Native North America is an album that every serious music lover—and any
Canadian history buff—needs to hear. Most music geeks fetishize music from
obscure corners of the world, but this is our music, our history, our
people—whether we knew it then or we knew it yesterday, now there’s no excuse.
Best of all, it’s not just an important album that’s easy to embrace with
well-intentioned earnesty: the music is even stronger than the story. It’s
music that should be part of our national fabric.
Download:
Willie Dunn – "I Pity the Country," Lloyd Cheechoo – "James Bay," Sikumiuit – "Utirumavunga"
We’ve all had those artists we don’t “get” for years, until one
minor epiphany suddenly reveals to us what we’ve been missing all these years.
Some of the biggest musical loves of my life have been revealed to me slowly in
this fashion, finally overcoming some strange subjective grudge. For years, my
friends in Toronto’s music community have sung the praises of Jennifer Castle,
known for her solo performances, her guest spots on Fucked Up albums, and her
band with the Constantines Dallas Wehrle, Deloro. I’ve seen her play a couple
of times; I’ve heard her recordings. I was always left cold, even the first
dozen times I heard this album, which features some of Toronto’s finest
musicians and string arrangements by Owen Pallett.

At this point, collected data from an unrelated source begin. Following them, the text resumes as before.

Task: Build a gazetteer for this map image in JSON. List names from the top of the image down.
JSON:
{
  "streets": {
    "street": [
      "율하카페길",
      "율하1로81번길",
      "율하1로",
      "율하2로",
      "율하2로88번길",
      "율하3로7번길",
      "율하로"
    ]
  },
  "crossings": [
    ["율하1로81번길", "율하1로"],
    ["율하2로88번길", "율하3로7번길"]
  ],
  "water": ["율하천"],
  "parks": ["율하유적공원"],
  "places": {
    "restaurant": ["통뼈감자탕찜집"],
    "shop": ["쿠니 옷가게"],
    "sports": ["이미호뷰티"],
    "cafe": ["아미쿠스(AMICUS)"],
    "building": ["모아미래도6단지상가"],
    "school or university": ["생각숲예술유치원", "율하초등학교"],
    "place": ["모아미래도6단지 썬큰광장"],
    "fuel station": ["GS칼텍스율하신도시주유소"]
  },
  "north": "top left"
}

This month, she played Toronto with Denmark’s chamber-pop
songwriter Agnes Obel, who has taken Castle on tour. In an acoustically
pristine soft-seat theatre, Castle’s solo performance was jarring, captivating
and curious. Everything about her stage demeanour appeared out of place, yet
her voice was in full focus: every quiver, every time she slid between notes,
the full body of her lower register.
Castle’s music sounds like it was made in isolation, crafted in
a remote Appalachian (or Algonquin) cabin (“I don’t need a home / don’t need a
lover / I’ll be out on my own / come hell or high water”). Though rooted in
folk forms, she doesn’t always follow familiar refrains, chord patterns or
consistent tempos; many of her instrumental voicings and melodies owe more of a
debt to jazz. Then there’s her voice itself: part Mary Margaret O’Hara, part
Vashti Bunyan, a folkie flower child sounding alternately lost and innocent or
wise and weary. In her left-field approach to folk, she also recalls Nick Drake,
who used jazz players and stood far apart from his contemporaries. (She does
not, however, sound like Nick Drake.) Though it was her solo performance I
found so striking, Pink City is very delicately decorated with subtle touches
from players careful not to tread on her unique talent.

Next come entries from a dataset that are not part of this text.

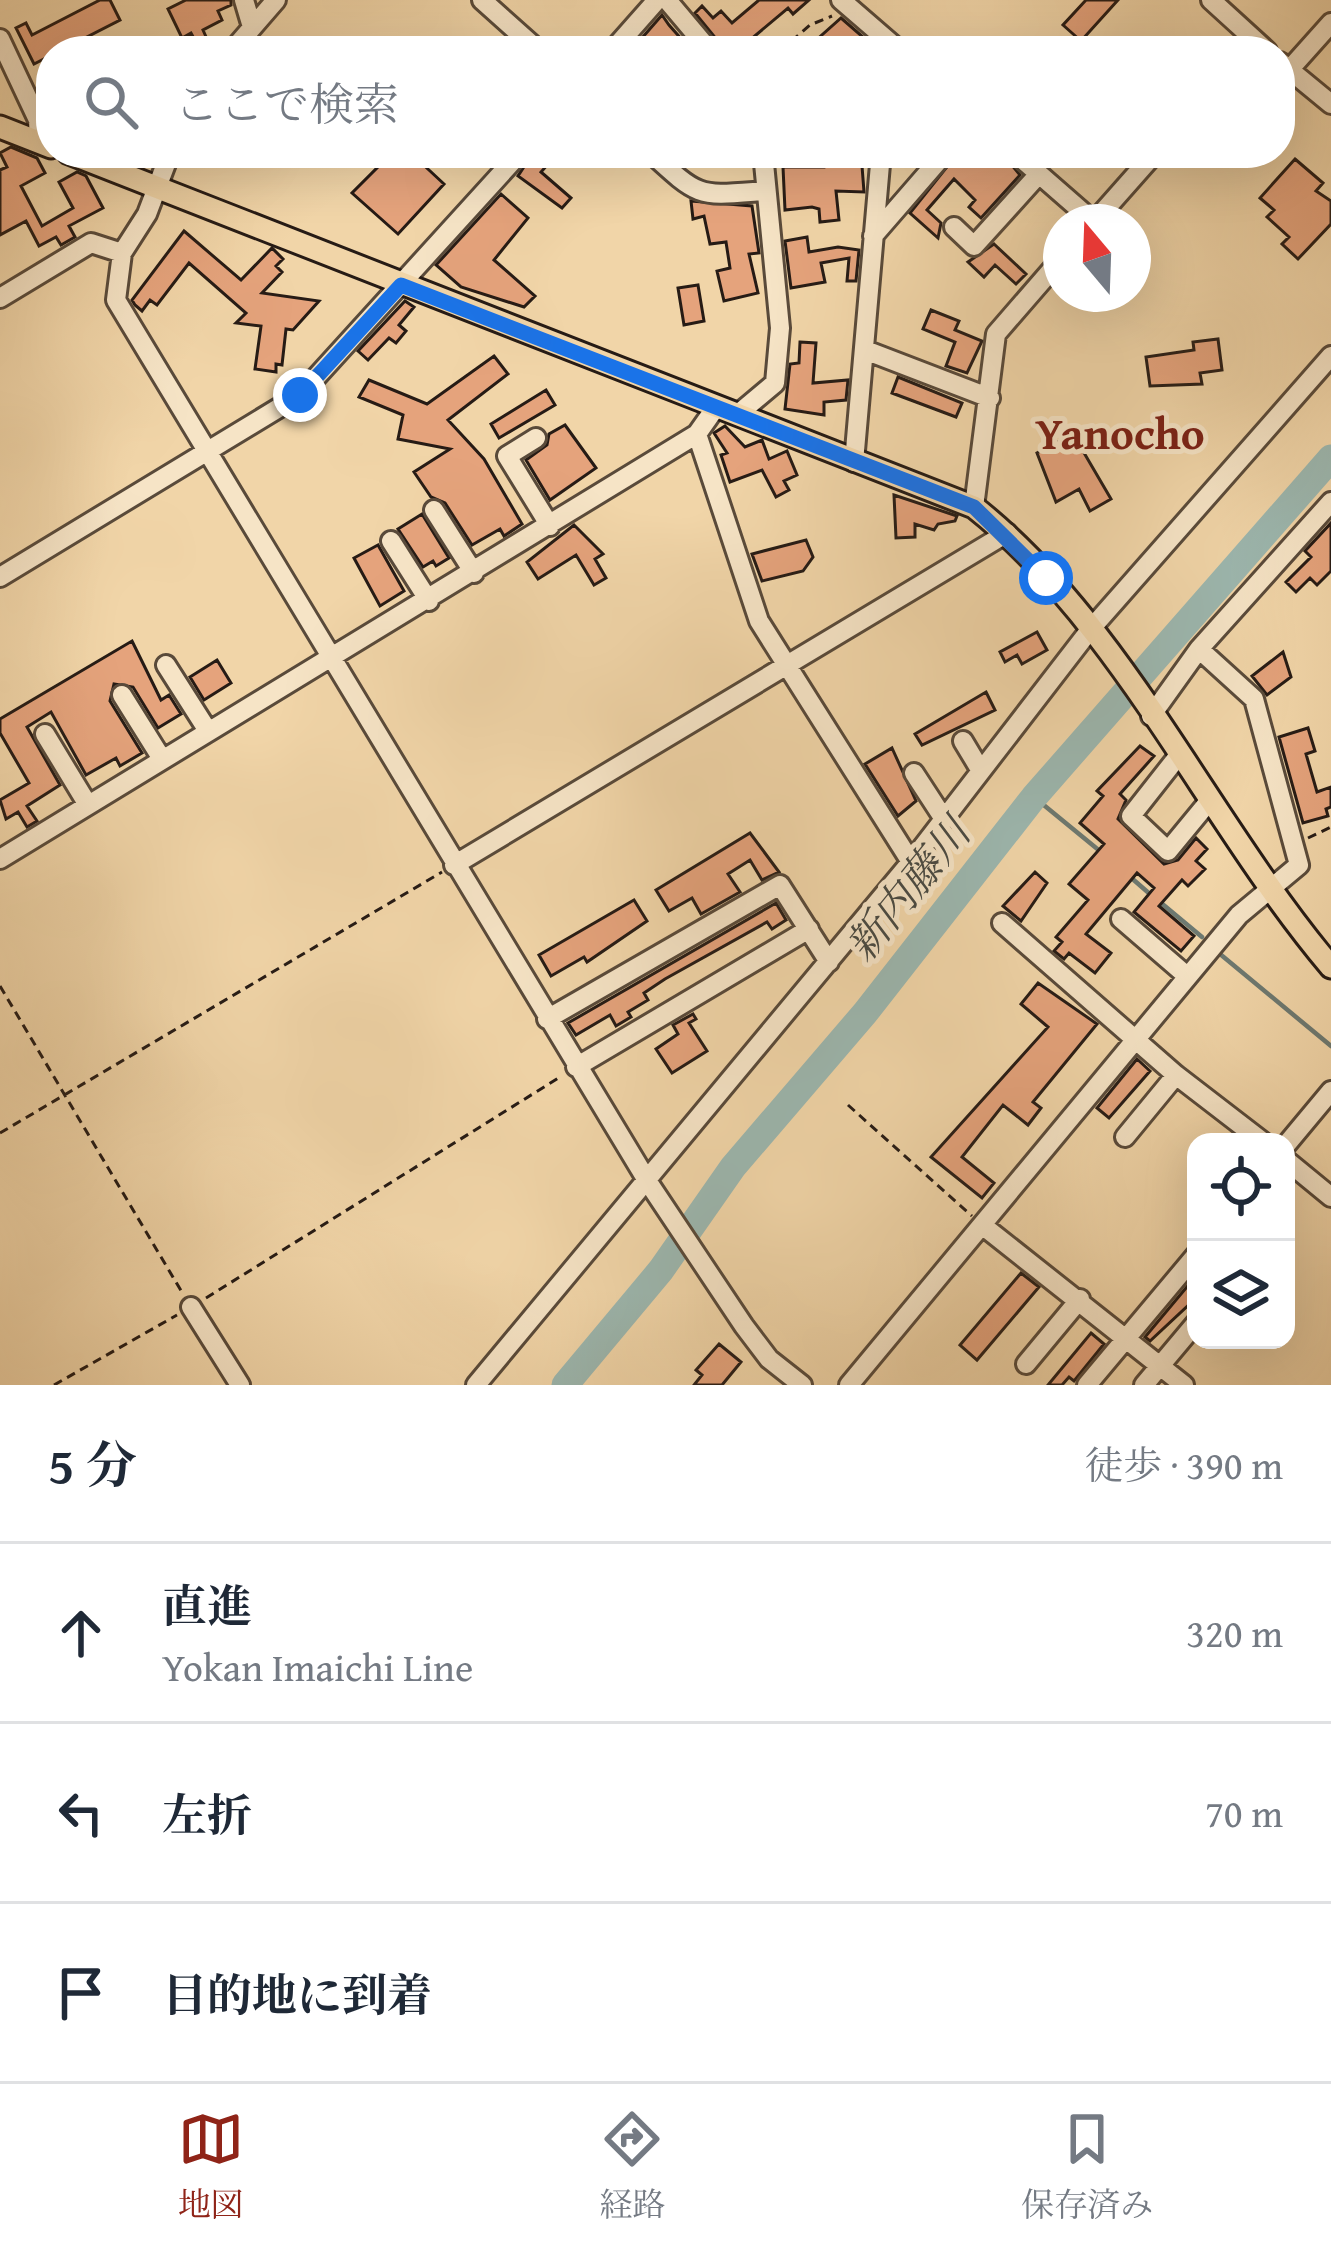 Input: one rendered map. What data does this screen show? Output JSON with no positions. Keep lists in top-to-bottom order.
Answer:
{
  "districts": ["Yanocho"],
  "water": ["新内藤川"],
  "north": "top",
  "page": {
    "search": "ここで検索",
    "heading": ["5 分", "徒歩 · 390 m"],
    "list": [
      ["直進", "Yokan Imaichi Line", "320 m"],
      ["左折", "70 m"],
      "目的地に到着"
    ],
    "nav": ["地図", "経路", "保存済み"]
  }
}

Of course, at the same concert where I had my conversion, my
companion had the complete opposite reaction. To each their own. It takes time
to enter this magical Castle’s world. (Nov. 13)
Download: “Truth is the Freshest Fruit,” “Nature,” “Broken Vase”

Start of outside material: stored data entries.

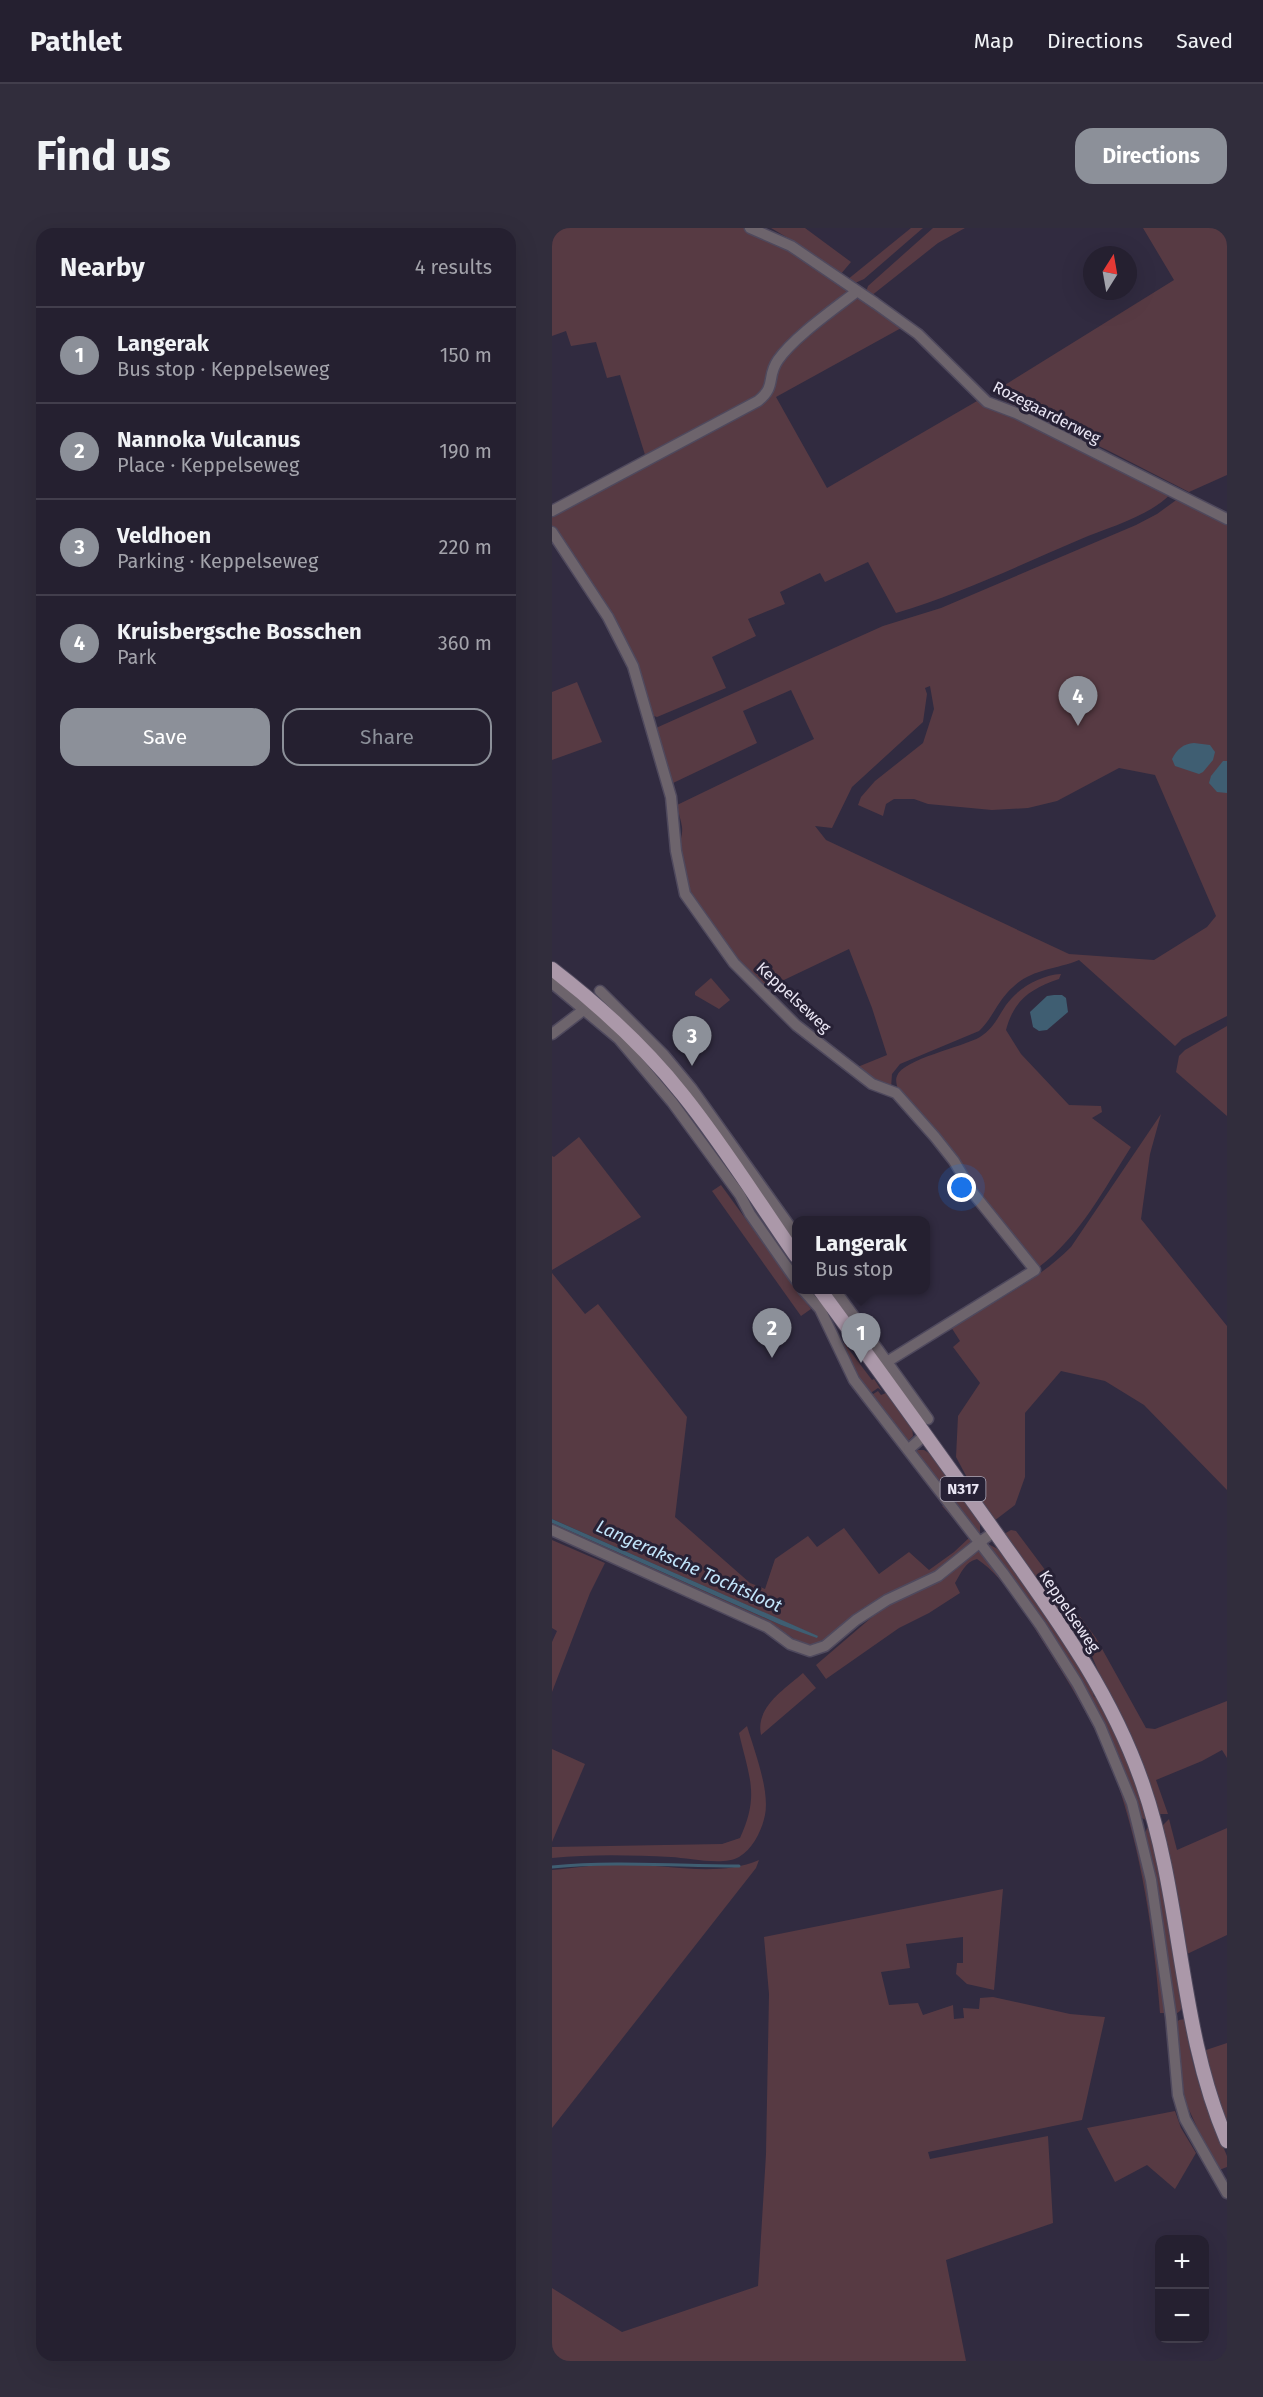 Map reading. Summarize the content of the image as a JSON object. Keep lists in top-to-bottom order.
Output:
{
  "streets": {
    "main road": ["Keppelseweg", "N317"],
    "street": ["Rozegaarderweg"]
  },
  "water": ["Langeraksche Tochtsloot"],
  "north": "top",
  "page": {
    "header": "Pathlet",
    "nav": ["Map", "Directions", "Saved"],
    "buttons": [
      "Directions",
      ["Save", "Share"]
    ],
    "title": "Find us",
    "heading": ["Nearby", "4 results"],
    "list": [
      {
        "mark": "1",
        "name": "Langerak",
        "note": "Bus stop · Keppelseweg",
        "value": "150 m"
      },
      {
        "mark": "2",
        "name": "Nannoka Vulcanus",
        "note": "Place · Keppelseweg",
        "value": "190 m"
      },
      {
        "mark": "3",
        "name": "Veldhoen",
        "note": "Parking · Keppelseweg",
        "value": "220 m"
      },
      {
        "mark": "4",
        "name": "Kruisbergsche Bosschen",
        "note": "Park",
        "value": "360 m"
      }
    ],
    "pins": [
      "4",
      "3",
      "2",
      "1"
    ],
    "popup": ["Langerak", "Bus stop"],
    "map_buttons": ["+", "−"]
  }
}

Amelia Curran – They Promised You Mercy (Six Shooter)
If you’re a folkie singer/songwriter looking to expand your
sound, you’d be hard pressed to find a better producer than ex-Rheostatic
Michael Phillip Wojewoda, a man who’s worked in almost every genre of music and
knows how to capture dynamics. Your song that sounds perfect with just your own
stunning voice and minimal guitar accompaniment sounds even better with what
Wojewoda decides to add and how he does it.
The East Coast’s Amelia Curran has been stopping listeners dead
in their tracks ever since her 2008 album War Brides brought her to national
attention. Until now, her approach has been relatively bare bones; this, on the
other hand, is a full-blown rock record by comparison, full of ringing electric
guitars, powerful drums, strings (by Drew Jurecka, of Jill Barber’s band),
horns (by Bryden Baird, of Feist’s band), lap steel, accordion, and some
stunning jazz piano and organ work by Aaron Davis (Holly Cole Trio).
A great band and great producer don’t make a great record, of
course, and it’s Curran’s voice and songs that are always centre stage. She is
a master of empathy, the kind of voice you need to hear in your darkest
moments, the kind of voice that has lived through mood disorders and anxiety
(the topic of a current public awareness campaign she’s spearheaded) and
reaches out in song.
Here, with the help of many friends, a variety of tempos and
textures ensure that it’s not a dour affair. It’s much more than that: it’s a
powerful record by a major artist. (Nov. 13)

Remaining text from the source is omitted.